Stored records:
══════════

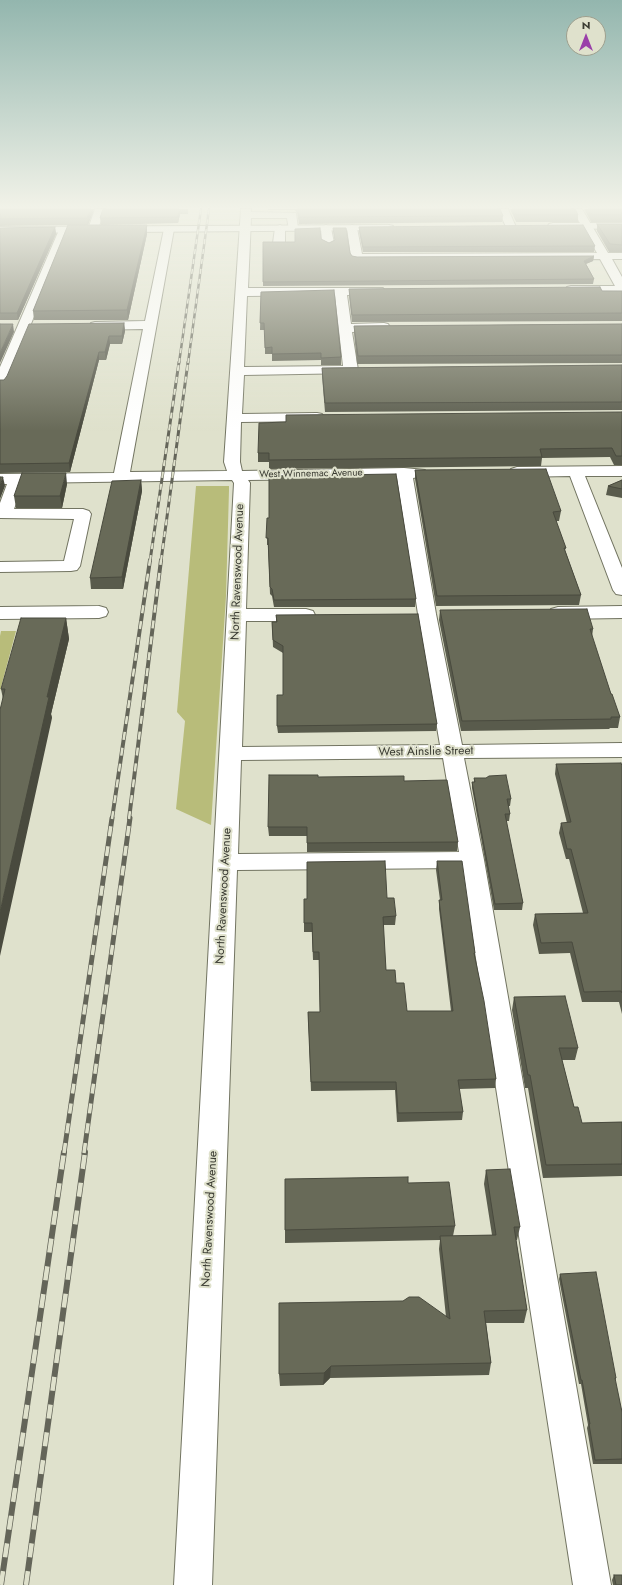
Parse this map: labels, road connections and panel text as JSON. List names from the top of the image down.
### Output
{
  "streets": {
    "street": ["West Winnemac Avenue", "North Ravenswood Avenue", "West Ainslie Street"]
  },
  "crossings": [
    ["West Winnemac Avenue", "North Ravenswood Avenue"],
    ["North Ravenswood Avenue", "West Ainslie Street"]
  ],
  "north": "top"
}
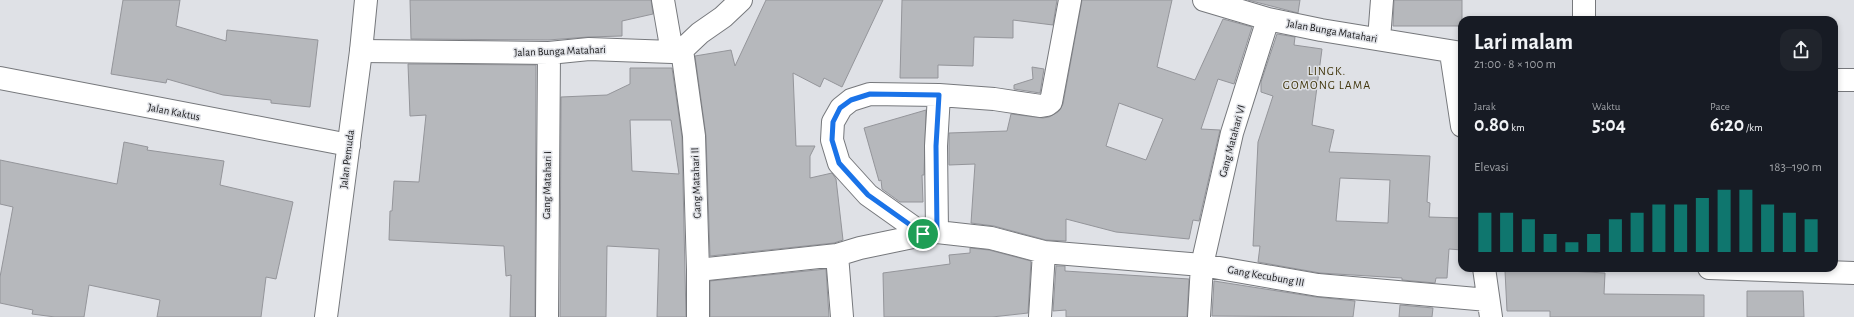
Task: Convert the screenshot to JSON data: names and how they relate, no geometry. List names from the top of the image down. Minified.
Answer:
{"streets":{"street":["Jalan Bunga Matahari","Jalan Kaktus","Gang Matahari VI","Jalan Pemuda","Gang Matahari II","Gang Matahari I","Gang Kecubung III"]},"crossings":[["Jalan Bunga Matahari","Gang Matahari VI"],["Jalan Bunga Matahari","Jalan Pemuda"],["Jalan Bunga Matahari","Gang Matahari II"],["Jalan Bunga Matahari","Gang Matahari I"],["Jalan Kaktus","Jalan Pemuda"],["Gang Matahari VI","Gang Kecubung III"]],"districts":["LINGK. GOMONG LAMA"],"page":{"heading":["Lari malam","21:00 · 8 × 100 m"],"stats":[["Jarak","0.80 km"],["Waktu","5:04"],["Pace","6:20 /km"]],"chart":["Elevasi","183–190 m"]}}
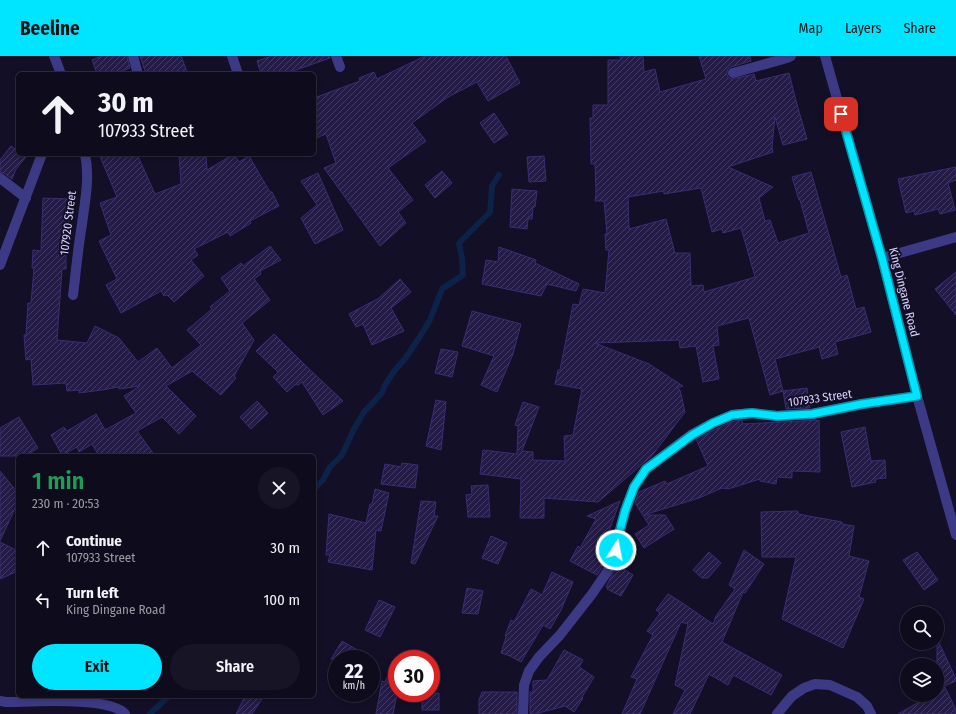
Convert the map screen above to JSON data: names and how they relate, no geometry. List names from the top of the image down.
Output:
{
  "streets": {
    "street": ["107920 Street", "King Dingane Road", "107933 Street"]
  },
  "crossings": [
    ["King Dingane Road", "107933 Street"]
  ],
  "page": {
    "header": "Beeline",
    "nav": ["Map", "Layers", "Share"],
    "turn": ["30 m", "107933 Street"],
    "heading": ["1 min", "230 m · 20:53"],
    "list": [
      {
        "name": "Continue",
        "note": "107933 Street",
        "value": "30 m"
      },
      {
        "name": "Turn left",
        "note": "King Dingane Road",
        "value": "100 m"
      }
    ],
    "buttons": ["Exit", "Share"],
    "speed": "22 km/h",
    "limit": "30"
  }
}
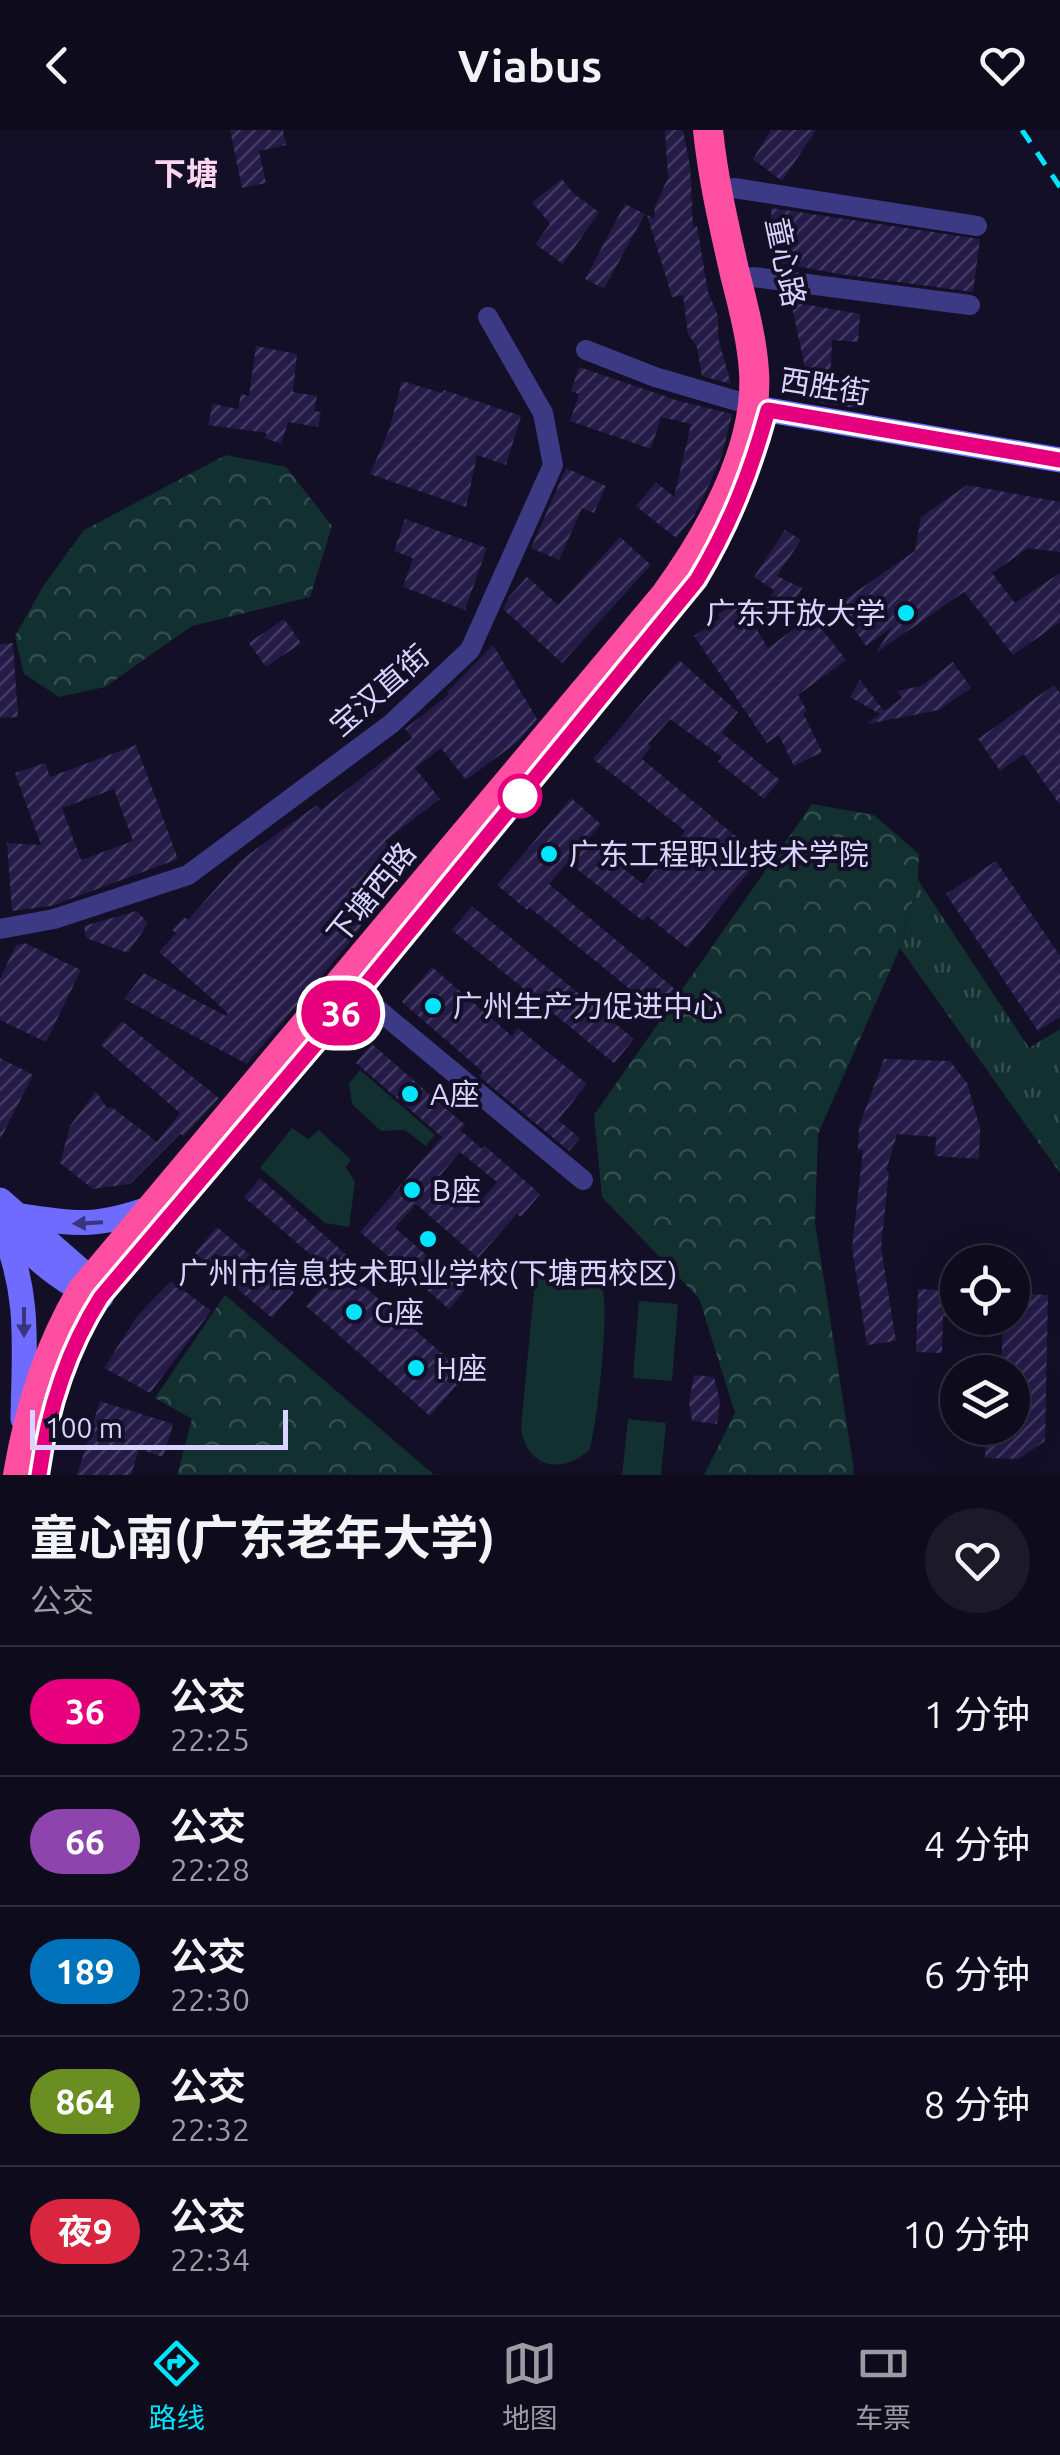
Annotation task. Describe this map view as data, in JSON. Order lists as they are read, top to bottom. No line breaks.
{"streets":{"highway":["童心路","下塘西路"],"street":["西胜街","宝汉直街"]},"crossings":[["童心路","西胜街"],["童心路","下塘西路"],["西胜街","下塘西路"]],"districts":["下塘"],"places":["广东开放大学","广东工程职业技术学院","广州生产力促进中心","A座","B座","广州市信息技术职业学校(下塘西校区)","G座","H座"],"lines":["bus line 36"],"scale_bar":"100 m","page":{"header":"Viabus","on_map":"36","scale":"100 m","heading":["童心南(广东老年大学)","公交"],"list":[{"mark":"36","name":"公交","note":"22:25","value":"1 分钟"},{"mark":"66","name":"公交","note":"22:28","value":"4 分钟"},{"mark":"189","name":"公交","note":"22:30","value":"6 分钟"},{"mark":"864","name":"公交","note":"22:32","value":"8 分钟"},{"mark":"夜9","name":"公交","note":"22:34","value":"10 分钟"}],"tabs":["路线","地图","车票"]}}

══════════

● The problem: What is the number of lines in the records that hold the word "geometry"? Answer with that number only.

● Answer section: 2